How would it look like if the European continent would be located further north though, what effects would it have on the weather and climate, and more importantly, what effects would it have had on the history? Europe has been the continent which has shaped a good part of the modern world and the way things are as they are. Partly because of the geography of Europe, partly because of the climate.
Assume the Gulf Stream / North Atlantic drift is where it is, terminating at around 80 degrees latitude.
Svalbard: 84 to 90N (Longyearbyen: 88N)
Scandinavia: 65 to 81N
Iceland: 73 to 77N
British Isles: 59 to 70N
Central European Plain: 58 to 65N (Amsterdam/Paris to Belarus)
Alpine - Carpathian Belt: 55 to 60N (Slowakia through Vienna to SE France)
Anatolian Peninsula: 46 to 52N
Balkan Peninsula: 47 to 57N (Greece to Zagreb)
Italian Peninsula: 47 to 56N
Iberian Peninsula: 46 to 54N
Mediterranean Basin: 40 to 55N (Malta, Cyprus, Crete: 45N)
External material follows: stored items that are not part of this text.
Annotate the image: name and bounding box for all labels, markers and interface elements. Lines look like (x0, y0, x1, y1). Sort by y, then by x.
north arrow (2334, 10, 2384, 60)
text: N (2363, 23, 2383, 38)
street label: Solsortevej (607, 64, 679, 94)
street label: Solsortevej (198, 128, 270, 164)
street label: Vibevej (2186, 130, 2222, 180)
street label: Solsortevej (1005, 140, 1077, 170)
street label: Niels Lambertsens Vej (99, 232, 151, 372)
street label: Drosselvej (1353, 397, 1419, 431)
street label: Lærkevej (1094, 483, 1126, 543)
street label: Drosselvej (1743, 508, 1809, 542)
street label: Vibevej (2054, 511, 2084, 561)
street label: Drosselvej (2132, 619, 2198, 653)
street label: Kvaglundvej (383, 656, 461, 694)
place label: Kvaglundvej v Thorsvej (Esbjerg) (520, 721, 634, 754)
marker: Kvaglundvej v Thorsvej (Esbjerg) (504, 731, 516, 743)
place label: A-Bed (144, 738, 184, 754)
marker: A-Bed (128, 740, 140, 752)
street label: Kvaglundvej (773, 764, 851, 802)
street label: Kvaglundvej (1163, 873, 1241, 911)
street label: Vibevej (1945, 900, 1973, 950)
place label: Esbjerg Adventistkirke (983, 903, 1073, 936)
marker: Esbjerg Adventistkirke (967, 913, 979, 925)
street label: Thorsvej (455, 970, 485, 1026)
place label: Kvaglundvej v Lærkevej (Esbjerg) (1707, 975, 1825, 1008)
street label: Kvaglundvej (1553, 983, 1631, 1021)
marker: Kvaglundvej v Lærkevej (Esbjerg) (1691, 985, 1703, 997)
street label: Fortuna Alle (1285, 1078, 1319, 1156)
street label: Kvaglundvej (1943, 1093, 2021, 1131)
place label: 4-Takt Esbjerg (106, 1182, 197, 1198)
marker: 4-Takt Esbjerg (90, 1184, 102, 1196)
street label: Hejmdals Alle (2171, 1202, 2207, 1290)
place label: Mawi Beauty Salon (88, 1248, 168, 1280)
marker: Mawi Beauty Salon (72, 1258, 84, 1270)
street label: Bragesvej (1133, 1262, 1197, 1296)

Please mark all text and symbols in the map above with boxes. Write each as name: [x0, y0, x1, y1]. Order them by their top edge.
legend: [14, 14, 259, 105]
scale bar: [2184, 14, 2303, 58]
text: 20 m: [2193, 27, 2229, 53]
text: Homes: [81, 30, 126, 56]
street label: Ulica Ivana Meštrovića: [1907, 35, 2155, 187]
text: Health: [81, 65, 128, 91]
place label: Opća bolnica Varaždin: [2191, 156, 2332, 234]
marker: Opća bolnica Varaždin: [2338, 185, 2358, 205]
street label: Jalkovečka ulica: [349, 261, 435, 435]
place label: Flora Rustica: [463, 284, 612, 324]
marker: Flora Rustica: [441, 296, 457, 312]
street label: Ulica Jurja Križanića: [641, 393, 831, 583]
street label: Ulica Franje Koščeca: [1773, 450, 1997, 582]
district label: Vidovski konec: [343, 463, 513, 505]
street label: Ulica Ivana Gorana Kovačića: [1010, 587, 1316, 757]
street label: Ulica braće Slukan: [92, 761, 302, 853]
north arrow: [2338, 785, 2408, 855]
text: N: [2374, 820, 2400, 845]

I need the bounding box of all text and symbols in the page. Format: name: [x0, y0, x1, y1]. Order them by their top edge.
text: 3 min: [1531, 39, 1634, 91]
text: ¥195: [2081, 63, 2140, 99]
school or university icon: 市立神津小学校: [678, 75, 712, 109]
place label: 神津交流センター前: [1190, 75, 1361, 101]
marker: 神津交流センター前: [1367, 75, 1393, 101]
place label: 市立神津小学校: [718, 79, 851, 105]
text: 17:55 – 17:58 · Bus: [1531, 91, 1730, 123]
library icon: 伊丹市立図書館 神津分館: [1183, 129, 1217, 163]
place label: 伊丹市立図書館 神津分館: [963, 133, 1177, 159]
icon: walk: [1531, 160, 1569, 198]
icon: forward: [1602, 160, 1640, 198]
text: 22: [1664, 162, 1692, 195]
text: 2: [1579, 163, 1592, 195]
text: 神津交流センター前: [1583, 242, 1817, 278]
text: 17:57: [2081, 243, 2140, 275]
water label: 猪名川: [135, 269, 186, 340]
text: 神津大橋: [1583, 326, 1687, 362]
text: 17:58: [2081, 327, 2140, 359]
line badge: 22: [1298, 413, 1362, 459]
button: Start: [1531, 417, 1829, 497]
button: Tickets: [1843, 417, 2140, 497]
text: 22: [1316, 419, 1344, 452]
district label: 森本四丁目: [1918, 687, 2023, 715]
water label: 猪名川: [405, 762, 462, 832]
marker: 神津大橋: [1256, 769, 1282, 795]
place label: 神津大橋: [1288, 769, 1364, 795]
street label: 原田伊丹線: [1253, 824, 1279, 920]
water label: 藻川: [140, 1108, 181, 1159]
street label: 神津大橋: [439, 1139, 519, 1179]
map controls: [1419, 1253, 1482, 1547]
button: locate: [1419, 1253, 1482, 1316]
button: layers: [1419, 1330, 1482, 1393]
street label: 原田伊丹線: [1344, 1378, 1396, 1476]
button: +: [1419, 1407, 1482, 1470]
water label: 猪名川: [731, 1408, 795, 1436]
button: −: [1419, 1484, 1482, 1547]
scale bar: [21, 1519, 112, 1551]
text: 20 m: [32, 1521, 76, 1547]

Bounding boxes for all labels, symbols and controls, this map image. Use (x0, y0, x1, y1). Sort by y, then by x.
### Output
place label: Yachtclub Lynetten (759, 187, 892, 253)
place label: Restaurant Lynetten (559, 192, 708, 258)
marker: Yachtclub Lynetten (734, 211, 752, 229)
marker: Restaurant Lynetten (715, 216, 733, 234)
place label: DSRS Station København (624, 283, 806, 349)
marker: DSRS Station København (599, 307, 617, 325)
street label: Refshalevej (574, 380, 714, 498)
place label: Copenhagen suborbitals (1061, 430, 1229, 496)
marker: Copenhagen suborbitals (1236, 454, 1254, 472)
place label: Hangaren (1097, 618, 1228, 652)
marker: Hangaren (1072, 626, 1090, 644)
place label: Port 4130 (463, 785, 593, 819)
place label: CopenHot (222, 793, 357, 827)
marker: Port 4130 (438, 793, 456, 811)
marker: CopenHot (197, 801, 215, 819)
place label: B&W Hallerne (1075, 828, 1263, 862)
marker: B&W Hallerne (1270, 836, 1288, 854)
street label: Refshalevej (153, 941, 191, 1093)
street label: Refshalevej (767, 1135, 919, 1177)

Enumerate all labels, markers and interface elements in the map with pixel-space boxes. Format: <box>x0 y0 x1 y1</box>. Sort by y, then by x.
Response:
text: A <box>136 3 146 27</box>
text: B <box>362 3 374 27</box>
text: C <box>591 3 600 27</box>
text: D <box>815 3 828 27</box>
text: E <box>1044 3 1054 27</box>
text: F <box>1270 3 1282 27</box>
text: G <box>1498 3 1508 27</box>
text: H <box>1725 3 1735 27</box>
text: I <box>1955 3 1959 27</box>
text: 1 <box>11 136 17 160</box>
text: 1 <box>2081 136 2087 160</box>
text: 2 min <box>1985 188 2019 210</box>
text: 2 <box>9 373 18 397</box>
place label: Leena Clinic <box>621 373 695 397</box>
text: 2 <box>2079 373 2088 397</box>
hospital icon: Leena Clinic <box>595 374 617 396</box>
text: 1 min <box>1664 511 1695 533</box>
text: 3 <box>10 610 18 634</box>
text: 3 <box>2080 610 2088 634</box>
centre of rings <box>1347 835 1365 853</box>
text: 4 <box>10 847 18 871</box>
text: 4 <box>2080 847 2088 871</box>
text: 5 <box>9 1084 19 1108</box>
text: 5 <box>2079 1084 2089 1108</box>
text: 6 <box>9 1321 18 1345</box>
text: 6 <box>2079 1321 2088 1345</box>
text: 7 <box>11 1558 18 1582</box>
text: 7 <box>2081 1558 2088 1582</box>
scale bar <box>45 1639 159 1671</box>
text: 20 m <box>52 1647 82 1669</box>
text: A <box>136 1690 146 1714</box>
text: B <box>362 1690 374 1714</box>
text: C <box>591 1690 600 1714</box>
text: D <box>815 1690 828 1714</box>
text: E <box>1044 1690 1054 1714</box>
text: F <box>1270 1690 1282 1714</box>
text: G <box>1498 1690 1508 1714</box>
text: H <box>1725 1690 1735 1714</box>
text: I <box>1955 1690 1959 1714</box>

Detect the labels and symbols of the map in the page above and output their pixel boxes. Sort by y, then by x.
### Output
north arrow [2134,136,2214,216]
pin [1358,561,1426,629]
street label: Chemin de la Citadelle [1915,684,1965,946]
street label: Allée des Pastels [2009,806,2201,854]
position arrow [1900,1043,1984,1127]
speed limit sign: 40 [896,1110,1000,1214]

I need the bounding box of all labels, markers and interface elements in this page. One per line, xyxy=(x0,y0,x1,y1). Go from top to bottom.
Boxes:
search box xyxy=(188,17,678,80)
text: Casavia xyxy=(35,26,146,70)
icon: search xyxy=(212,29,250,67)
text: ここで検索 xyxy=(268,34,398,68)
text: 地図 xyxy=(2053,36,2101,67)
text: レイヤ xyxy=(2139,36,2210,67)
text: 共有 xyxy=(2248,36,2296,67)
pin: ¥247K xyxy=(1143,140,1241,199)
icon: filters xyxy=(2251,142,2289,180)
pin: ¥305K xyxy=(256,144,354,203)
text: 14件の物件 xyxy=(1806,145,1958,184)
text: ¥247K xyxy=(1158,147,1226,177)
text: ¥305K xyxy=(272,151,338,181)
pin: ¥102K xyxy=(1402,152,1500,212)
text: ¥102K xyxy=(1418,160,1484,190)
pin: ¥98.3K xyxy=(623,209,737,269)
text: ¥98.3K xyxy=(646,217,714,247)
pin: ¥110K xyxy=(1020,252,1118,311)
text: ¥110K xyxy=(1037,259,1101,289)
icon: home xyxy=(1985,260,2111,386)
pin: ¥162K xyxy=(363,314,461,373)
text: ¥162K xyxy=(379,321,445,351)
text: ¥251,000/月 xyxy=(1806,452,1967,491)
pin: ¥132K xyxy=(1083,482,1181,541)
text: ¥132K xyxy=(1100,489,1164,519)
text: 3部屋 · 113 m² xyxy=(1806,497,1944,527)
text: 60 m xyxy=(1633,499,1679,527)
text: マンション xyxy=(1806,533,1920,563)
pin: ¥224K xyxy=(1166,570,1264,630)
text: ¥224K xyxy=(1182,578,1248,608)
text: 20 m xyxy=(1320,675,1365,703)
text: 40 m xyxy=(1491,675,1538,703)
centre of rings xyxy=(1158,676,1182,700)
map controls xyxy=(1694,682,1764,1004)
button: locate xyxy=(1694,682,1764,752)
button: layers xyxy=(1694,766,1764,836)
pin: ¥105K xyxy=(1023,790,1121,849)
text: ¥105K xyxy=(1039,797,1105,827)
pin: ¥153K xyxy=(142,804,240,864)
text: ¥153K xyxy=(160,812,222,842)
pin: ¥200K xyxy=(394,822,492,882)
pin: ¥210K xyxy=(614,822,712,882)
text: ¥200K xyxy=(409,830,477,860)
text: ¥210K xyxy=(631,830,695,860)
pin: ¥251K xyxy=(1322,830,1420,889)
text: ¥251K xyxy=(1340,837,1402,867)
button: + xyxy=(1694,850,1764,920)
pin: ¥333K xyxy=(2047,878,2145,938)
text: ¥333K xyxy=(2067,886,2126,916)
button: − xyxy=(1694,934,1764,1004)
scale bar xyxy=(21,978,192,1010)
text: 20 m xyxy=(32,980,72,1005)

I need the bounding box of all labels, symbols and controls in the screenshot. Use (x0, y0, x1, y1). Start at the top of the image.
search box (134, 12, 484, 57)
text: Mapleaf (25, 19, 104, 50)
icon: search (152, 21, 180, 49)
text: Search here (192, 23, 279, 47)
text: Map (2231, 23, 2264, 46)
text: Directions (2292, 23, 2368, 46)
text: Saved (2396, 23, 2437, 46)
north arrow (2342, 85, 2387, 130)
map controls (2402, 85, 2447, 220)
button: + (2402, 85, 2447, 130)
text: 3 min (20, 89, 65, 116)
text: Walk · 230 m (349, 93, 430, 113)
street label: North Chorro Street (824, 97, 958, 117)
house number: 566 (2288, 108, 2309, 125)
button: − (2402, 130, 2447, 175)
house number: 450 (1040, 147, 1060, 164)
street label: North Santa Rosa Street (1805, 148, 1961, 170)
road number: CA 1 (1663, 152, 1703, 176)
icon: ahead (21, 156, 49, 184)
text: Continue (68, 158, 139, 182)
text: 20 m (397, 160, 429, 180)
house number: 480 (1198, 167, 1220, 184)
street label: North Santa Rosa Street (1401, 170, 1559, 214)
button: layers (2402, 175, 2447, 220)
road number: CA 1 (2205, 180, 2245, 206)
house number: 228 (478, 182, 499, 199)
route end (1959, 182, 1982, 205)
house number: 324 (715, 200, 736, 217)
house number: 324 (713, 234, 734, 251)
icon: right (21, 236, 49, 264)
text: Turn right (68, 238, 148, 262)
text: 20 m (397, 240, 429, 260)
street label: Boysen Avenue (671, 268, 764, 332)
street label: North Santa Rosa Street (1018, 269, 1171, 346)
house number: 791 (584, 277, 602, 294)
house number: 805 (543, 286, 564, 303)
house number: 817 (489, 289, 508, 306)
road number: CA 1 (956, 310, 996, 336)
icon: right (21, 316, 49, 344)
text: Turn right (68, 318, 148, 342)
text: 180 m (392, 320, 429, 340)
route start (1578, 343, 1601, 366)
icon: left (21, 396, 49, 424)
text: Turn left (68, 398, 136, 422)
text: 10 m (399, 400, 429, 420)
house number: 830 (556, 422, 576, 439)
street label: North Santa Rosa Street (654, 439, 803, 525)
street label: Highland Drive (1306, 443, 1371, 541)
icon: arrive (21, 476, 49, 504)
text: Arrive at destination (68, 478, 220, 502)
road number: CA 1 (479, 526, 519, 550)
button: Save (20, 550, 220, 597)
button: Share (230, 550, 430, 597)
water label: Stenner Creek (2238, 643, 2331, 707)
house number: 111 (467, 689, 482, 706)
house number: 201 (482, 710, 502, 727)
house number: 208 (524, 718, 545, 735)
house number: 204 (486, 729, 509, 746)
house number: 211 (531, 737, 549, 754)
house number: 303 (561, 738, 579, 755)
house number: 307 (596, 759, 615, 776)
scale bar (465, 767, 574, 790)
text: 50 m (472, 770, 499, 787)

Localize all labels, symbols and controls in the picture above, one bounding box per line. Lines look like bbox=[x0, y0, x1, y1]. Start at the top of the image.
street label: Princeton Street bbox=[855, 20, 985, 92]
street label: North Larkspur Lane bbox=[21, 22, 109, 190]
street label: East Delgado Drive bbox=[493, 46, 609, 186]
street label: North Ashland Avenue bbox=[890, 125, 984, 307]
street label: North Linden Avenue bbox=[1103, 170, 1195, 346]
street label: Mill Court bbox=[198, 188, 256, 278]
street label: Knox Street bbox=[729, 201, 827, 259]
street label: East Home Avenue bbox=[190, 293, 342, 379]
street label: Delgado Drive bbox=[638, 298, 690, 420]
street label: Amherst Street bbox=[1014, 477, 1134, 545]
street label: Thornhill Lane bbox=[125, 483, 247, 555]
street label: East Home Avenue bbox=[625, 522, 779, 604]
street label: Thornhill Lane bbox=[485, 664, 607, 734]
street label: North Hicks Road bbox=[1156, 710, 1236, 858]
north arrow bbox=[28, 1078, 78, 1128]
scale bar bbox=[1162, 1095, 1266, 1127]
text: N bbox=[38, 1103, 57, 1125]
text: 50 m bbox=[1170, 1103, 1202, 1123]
North African coast: 40 to 48N (Cairo: 40N, Tunis: 47N, Casablanca: 44N)
North African med. countries: 30 to 48N (Libya, Egypt, Maghreb)
Canary Islands: 38 to 40N
Timbuktu, Mali: 27N
Dakar, Senegal: 25N
Lake Chad: 23N
Wow.. 10 degrees further north, I think much of Northern Europe would be less habitable even with the gulf stream. If you also shift Asia which attaches to Europe further north as well, you'd probably get much more severe cold air outbreaks in winter in places like Paris and London. London's climate would probably be similar to Bergen, Norway I imagine and Paris would be like Stockholm. Overall, I think the population of Europe would be much lower than it is now which would have had important historical consequences.
Wouldn't London and Paris have similar climates still? Bergen is way milder then Stockholm.
Longyearben would probably become uninhabitable
Well London would be at 61°N so would probably have a very similar climate to coastal Norway around Bergen. The fact that it's still on an island would protect it somewhat from cold outbreaks.
Paris would on second thought be milder than Stockholm on average but would have more severe cold snaps. Another big question is how much more ocean around Northern Europe would freeze up in the winter with more northerly latitude. The Baltic Sea might only be navigable with icebreakers.
The Baltic Sea would freeze over completely, it usually freezes up to around Stockholm and it completely froze over as recently as 1987 and nearly did last winter
Scandinavia and the Alps would have a lot more ice sheets! In fact I'm guessing Norway would look much like Greenland. Iceland would be more true to its name, but I'm thinking Scotland would have some ice cap, too.
I'm thinking Istanbul would be a lot like much of Ukraine is now. I'm wondering if here in Cairo we'd be Mediterranean here or more like Istanbul given how far east we'd be of moderating influences.
I'm guessing the Mediterranean region would be an interesting mixture of oceanic, continental, and steppe, perhaps some typicaly Mediterranean and humid subtropical in the south.
I don't even want to think about it, what a horrible idea. Buxton would get summer highs of about 55°F in all probability, and be covered in ice sheets from November - March.
In another thread some started philosophizing about what climates and livability of cities would be if the America's would be located 10 degrees further south.
How would it look like if the European continent would be located further north though, what effects would it have on the weather and climate, and more importantly, what effects would it have had on the history? Europe has been the continent which has shaped a good part of the modern world and the way things are as they are. Partly because of the geography of Europe, partly because of the climate.
Would agriculture be possible at all across a big area of the continent? Maybe much of the summer might be too short to get a good growing season.
Though Europe has quite a decent amount of arable land in real life, this might change a lot, so the population density might be lower and still centered around the south, and the civilization might be even more southerly-dominated as it was early on in the real world (since it seemed that in history seemed to go north in Europe, as civilization started in the Near-Midle East to the classical Mediterranean Greece and Rome and then up to western Europe).